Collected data

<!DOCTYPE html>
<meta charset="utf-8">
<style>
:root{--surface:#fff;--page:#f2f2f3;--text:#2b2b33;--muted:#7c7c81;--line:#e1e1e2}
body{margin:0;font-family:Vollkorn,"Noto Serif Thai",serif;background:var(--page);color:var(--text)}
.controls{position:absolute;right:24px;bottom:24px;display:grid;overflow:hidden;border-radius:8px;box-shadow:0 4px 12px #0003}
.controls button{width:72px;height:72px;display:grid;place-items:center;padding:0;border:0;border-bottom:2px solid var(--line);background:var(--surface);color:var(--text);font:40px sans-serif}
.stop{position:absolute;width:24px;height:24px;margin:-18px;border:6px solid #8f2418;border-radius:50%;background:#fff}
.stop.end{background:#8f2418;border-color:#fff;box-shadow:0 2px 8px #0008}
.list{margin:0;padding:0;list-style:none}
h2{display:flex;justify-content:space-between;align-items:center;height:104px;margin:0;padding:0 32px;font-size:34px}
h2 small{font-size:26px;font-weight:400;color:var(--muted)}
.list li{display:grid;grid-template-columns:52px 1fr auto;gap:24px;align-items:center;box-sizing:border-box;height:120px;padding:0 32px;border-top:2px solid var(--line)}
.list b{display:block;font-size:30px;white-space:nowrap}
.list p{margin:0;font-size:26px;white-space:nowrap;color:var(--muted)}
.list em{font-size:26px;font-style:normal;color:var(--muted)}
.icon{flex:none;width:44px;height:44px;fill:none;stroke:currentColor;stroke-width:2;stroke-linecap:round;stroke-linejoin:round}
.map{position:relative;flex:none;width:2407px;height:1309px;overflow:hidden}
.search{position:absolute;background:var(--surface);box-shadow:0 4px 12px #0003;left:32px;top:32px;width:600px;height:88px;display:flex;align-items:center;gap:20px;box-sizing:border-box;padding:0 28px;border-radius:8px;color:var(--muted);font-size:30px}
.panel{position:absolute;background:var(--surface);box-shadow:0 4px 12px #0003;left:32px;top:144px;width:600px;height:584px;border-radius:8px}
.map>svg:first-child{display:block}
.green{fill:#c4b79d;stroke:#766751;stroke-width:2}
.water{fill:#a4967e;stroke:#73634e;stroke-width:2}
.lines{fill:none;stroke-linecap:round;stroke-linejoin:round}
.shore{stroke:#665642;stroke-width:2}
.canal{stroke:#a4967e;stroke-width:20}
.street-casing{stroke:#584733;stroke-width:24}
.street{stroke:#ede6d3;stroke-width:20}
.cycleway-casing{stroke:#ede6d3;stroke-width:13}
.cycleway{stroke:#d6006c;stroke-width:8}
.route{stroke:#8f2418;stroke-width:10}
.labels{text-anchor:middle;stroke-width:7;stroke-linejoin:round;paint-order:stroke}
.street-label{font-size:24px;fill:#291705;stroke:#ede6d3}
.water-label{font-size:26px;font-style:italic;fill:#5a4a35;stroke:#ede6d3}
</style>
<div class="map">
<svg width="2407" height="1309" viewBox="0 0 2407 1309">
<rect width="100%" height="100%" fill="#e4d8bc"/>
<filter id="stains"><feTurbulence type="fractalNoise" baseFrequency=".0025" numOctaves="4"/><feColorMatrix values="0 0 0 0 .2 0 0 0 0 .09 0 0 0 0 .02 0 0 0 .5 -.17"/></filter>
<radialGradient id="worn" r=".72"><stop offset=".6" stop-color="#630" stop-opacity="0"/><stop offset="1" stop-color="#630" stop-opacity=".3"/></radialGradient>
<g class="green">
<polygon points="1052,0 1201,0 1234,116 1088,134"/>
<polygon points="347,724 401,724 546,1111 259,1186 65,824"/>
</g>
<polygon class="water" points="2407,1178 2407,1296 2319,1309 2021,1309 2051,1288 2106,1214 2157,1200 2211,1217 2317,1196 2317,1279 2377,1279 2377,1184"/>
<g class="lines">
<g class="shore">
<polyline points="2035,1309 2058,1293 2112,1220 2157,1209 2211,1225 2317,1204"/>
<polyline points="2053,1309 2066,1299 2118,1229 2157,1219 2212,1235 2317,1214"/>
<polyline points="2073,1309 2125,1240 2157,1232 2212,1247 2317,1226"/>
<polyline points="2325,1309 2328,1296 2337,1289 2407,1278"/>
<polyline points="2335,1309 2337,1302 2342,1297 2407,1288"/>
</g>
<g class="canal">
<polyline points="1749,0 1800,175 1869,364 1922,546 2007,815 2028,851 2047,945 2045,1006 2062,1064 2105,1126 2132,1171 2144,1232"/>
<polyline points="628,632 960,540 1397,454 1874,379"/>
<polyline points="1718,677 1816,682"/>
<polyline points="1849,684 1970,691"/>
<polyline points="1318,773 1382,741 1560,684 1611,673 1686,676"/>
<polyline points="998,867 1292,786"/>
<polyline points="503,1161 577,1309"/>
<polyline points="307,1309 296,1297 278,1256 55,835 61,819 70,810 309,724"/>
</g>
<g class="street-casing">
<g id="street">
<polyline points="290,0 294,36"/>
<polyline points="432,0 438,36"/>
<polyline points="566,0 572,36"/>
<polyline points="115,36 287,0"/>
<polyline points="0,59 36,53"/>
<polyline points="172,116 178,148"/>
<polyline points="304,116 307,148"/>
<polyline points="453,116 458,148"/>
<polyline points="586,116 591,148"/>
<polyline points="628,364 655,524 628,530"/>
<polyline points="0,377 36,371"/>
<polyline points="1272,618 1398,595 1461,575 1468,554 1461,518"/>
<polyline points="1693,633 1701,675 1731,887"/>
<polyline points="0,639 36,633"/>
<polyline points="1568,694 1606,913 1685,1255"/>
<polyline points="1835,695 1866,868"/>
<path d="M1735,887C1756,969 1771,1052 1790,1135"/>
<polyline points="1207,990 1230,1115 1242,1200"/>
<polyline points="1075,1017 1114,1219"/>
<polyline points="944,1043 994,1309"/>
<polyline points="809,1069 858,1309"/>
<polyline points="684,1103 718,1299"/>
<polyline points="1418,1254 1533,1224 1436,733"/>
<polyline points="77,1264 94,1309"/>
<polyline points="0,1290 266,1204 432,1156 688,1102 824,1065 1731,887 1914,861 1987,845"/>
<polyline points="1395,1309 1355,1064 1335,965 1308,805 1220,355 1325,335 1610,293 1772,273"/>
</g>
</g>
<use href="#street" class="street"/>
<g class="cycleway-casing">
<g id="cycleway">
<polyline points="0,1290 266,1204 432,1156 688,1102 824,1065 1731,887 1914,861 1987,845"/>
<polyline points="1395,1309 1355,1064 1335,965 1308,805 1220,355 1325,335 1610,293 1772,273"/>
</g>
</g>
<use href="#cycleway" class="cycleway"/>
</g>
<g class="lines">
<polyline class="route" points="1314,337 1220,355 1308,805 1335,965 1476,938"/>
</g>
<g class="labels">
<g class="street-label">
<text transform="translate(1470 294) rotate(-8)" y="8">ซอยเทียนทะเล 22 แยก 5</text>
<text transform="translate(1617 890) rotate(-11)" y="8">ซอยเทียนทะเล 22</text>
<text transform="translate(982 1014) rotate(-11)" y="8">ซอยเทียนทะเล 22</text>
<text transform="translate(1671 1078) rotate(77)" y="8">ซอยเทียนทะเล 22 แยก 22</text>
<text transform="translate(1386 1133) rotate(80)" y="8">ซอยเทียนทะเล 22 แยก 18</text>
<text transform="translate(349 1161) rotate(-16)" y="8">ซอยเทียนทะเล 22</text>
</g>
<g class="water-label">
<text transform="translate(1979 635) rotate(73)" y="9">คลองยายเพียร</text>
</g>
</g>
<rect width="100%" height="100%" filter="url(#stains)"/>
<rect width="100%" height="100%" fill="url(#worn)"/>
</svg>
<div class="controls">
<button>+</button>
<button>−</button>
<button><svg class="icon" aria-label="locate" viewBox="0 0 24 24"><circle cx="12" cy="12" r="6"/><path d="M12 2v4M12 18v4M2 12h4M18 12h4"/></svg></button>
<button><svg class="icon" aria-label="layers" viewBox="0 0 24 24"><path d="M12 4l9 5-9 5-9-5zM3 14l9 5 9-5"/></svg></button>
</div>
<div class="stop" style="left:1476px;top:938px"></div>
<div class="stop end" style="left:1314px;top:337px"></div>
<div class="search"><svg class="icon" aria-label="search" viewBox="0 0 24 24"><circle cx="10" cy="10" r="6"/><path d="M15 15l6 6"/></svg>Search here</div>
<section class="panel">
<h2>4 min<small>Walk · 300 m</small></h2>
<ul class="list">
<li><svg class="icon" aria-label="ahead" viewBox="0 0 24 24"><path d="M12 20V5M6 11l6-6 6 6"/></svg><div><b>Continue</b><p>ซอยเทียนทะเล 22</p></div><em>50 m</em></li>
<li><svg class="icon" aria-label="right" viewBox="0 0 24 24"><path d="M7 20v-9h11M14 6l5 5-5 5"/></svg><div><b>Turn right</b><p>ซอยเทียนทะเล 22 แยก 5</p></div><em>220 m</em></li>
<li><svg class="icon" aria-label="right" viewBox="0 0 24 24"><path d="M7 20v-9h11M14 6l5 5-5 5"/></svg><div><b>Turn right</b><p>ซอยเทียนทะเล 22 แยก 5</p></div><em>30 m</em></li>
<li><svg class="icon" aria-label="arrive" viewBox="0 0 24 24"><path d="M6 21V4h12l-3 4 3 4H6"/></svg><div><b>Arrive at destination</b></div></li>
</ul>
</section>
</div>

▸ **Exercise prompt**
Every line above that carries the string "shore" should be copied.

▸ **Solved problem**
.shore{stroke:#665642;stroke-width:2}
<g class="shore">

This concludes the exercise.